▶ **What is expected**
No pictures should appear in the copy; otherwise retype the entries exactly.

▶ **Record excerpts**
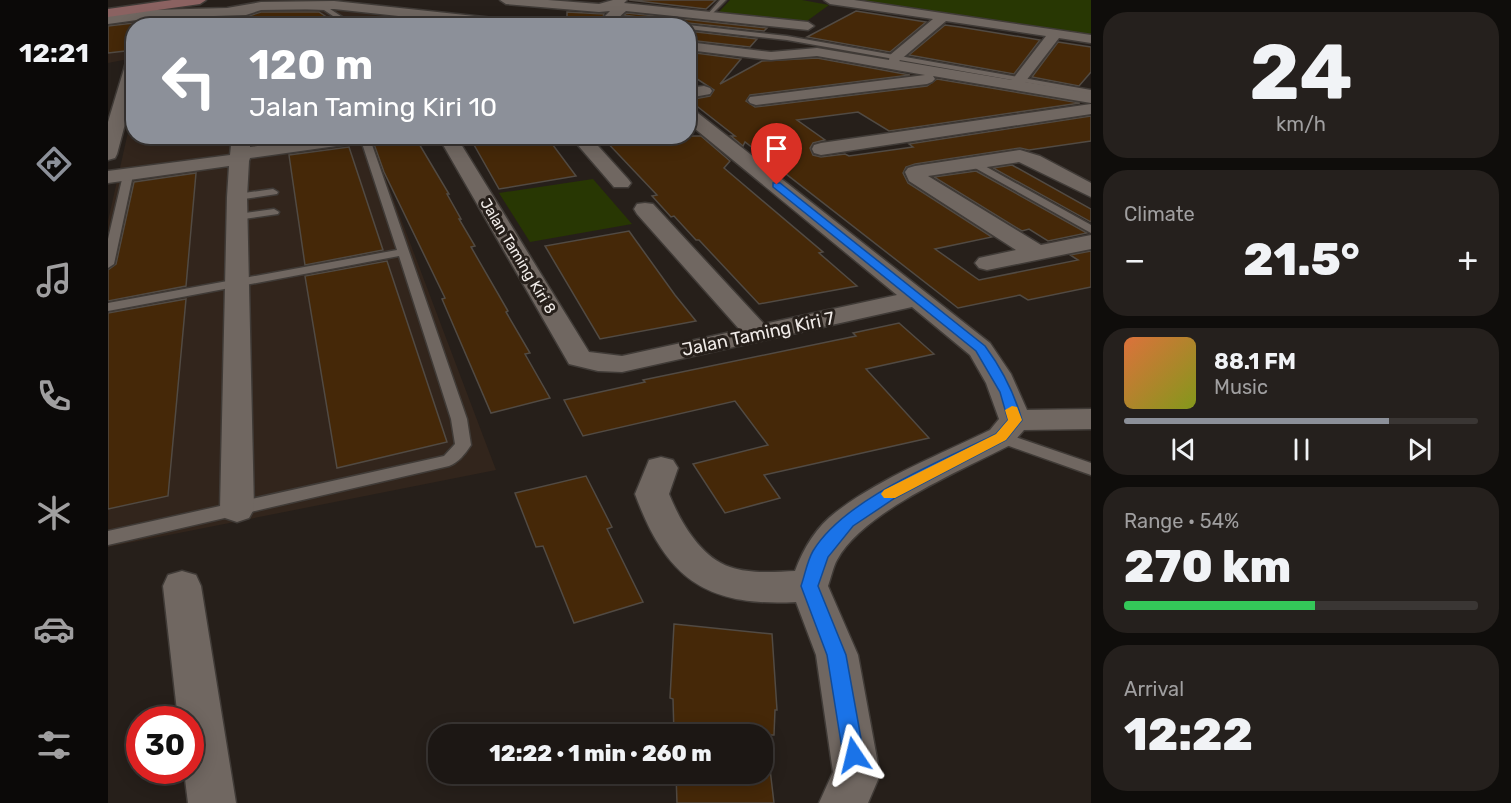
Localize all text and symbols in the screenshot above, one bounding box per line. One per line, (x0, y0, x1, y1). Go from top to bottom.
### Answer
text: 24 (1249, 26, 1353, 119)
text: 12:21 (19, 37, 89, 69)
text: 120 m (249, 40, 373, 90)
icon: left (150, 42, 228, 120)
text: Jalan Taming Kiri 10 (249, 91, 497, 123)
text: km/h (1276, 112, 1326, 136)
pin (751, 123, 802, 185)
icon: arrive (760, 132, 793, 165)
icon: directions (33, 143, 75, 185)
street label: Jalan Taming Kiri 8 (476, 195, 560, 317)
text: Climate (1124, 202, 1195, 226)
text: 21.5° (1243, 233, 1360, 286)
text: − (1124, 240, 1145, 279)
text: + (1457, 240, 1478, 279)
icon: music (33, 259, 75, 301)
street label: Jalan Taming Kiri 7 (680, 307, 836, 361)
text: 88.1 FM (1214, 348, 1296, 375)
icon: phone (33, 375, 75, 417)
text: Music (1214, 375, 1268, 399)
icon: previous (1167, 433, 1200, 466)
icon: pause (1285, 433, 1318, 466)
icon: next (1403, 433, 1436, 466)
icon: climate (33, 492, 75, 534)
text: Range · 54% (1124, 509, 1239, 533)
text: 270 km (1124, 540, 1291, 593)
icon: car (33, 608, 75, 650)
text: Arrival (1124, 677, 1184, 701)
speed limit sign: 30 (126, 706, 204, 784)
text: 12:22 (1124, 708, 1253, 761)
position arrow (822, 723, 886, 787)
icon: filters (33, 724, 75, 766)
text: 12:22 · 1 min · 260 m (489, 740, 712, 767)

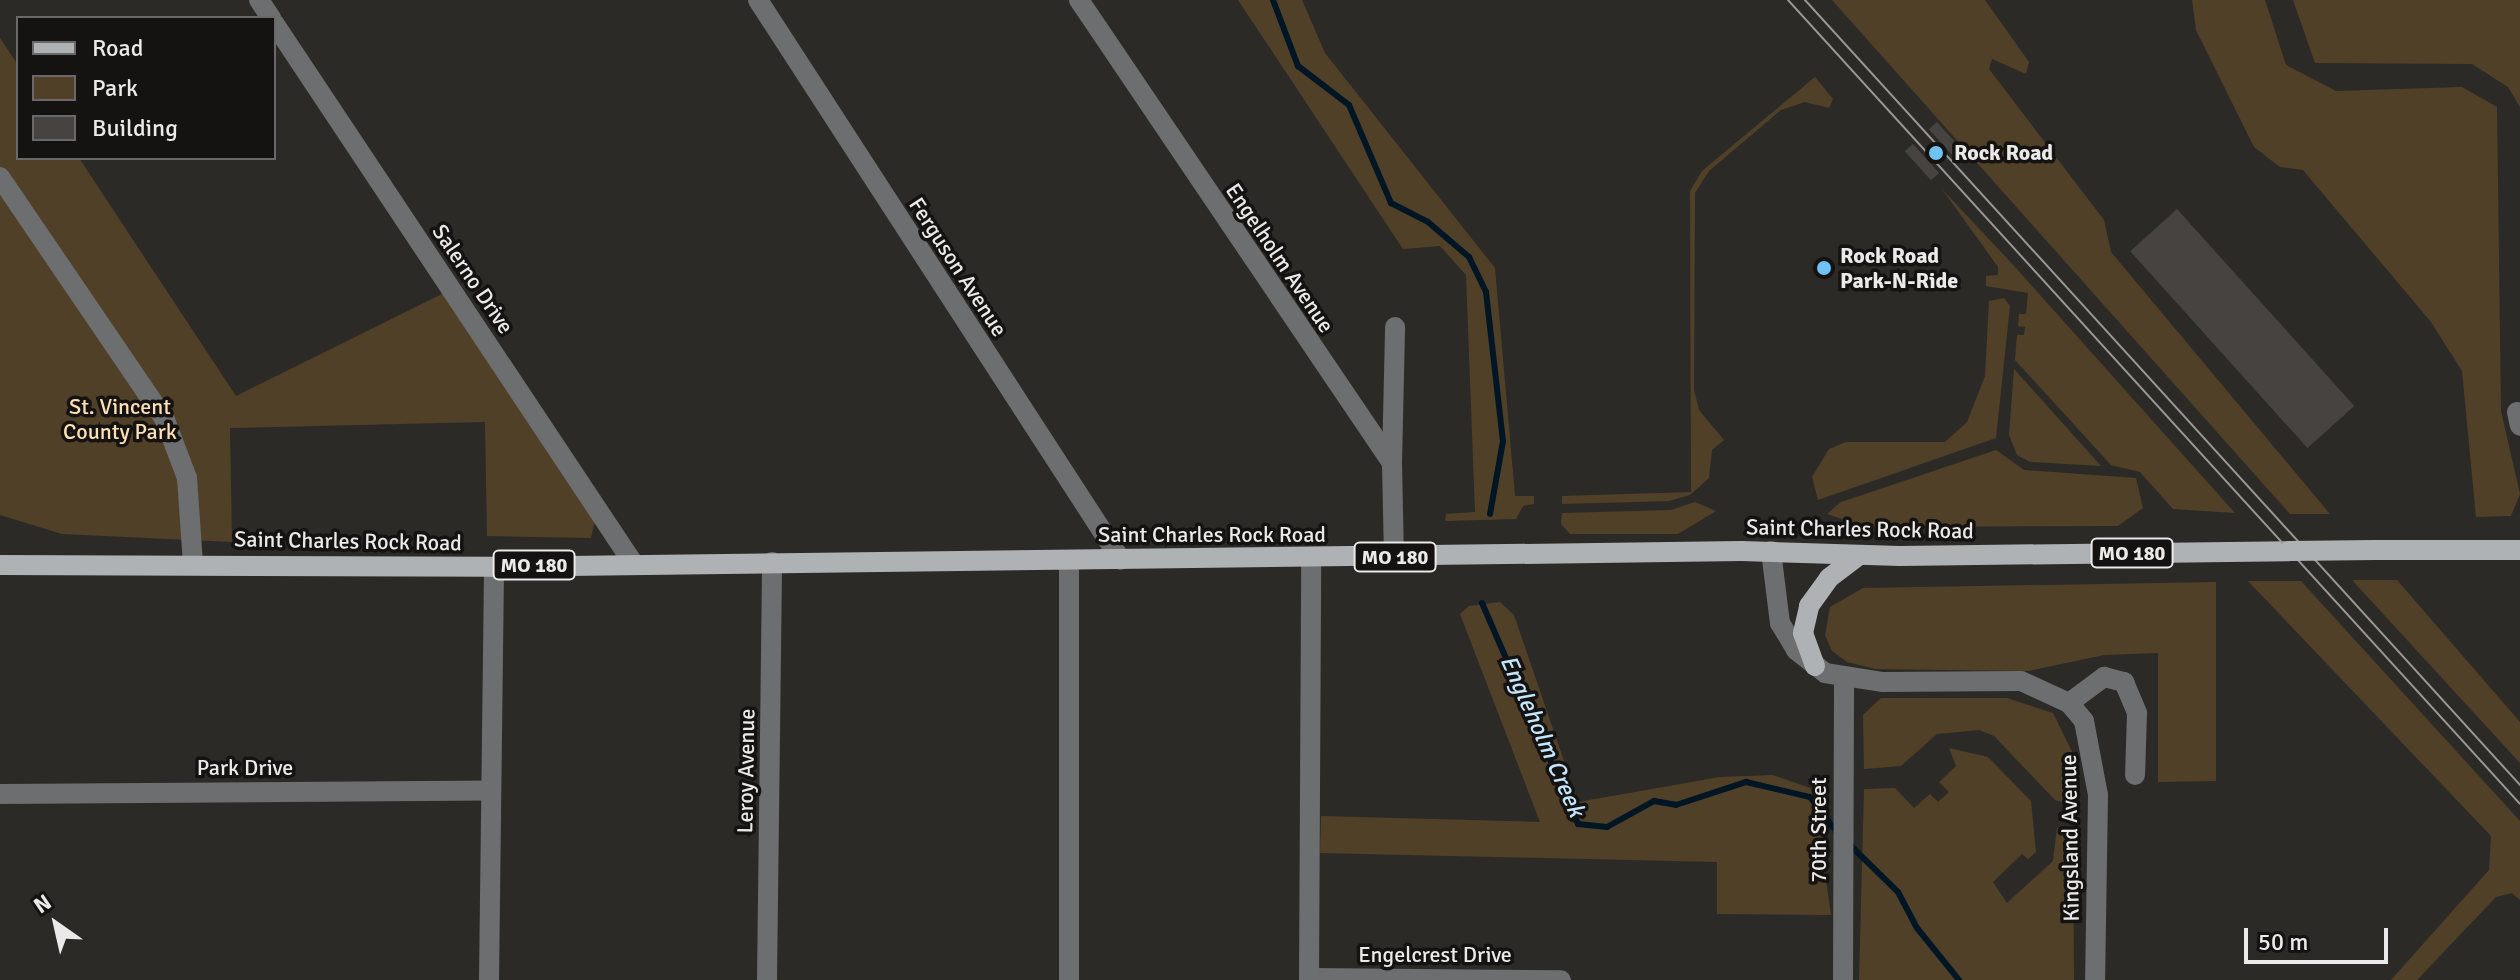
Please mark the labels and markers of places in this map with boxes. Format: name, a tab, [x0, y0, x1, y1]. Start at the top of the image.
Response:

▶ **Answer section**
Localize all text and symbols in the screenshot above, one bounding box per line. One per line, (x0, y0, x1, y1). Go from top to bottom.
### Answer
text: 24 (1249, 26, 1353, 119)
text: 12:21 (19, 37, 89, 69)
text: 120 m (249, 40, 373, 90)
icon: left (150, 42, 228, 120)
text: Jalan Taming Kiri 10 (249, 91, 497, 123)
text: km/h (1276, 112, 1326, 136)
pin (751, 123, 802, 185)
icon: arrive (760, 132, 793, 165)
icon: directions (33, 143, 75, 185)
street label: Jalan Taming Kiri 8 (476, 195, 560, 317)
text: Climate (1124, 202, 1195, 226)
text: 21.5° (1243, 233, 1360, 286)
text: − (1124, 240, 1145, 279)
text: + (1457, 240, 1478, 279)
icon: music (33, 259, 75, 301)
street label: Jalan Taming Kiri 7 (680, 307, 836, 361)
text: 88.1 FM (1214, 348, 1296, 375)
icon: phone (33, 375, 75, 417)
text: Music (1214, 375, 1268, 399)
icon: previous (1167, 433, 1200, 466)
icon: pause (1285, 433, 1318, 466)
icon: next (1403, 433, 1436, 466)
icon: climate (33, 492, 75, 534)
text: Range · 54% (1124, 509, 1239, 533)
text: 270 km (1124, 540, 1291, 593)
icon: car (33, 608, 75, 650)
text: Arrival (1124, 677, 1184, 701)
speed limit sign: 30 (126, 706, 204, 784)
text: 12:22 (1124, 708, 1253, 761)
position arrow (822, 723, 886, 787)
icon: filters (33, 724, 75, 766)
text: 12:22 · 1 min · 260 m (489, 740, 712, 767)

Please mark the labels and markers of places in this map with boxes. Format: name, a tab, [x0, y0, x1, y1]. Start at the top of the image.
Response:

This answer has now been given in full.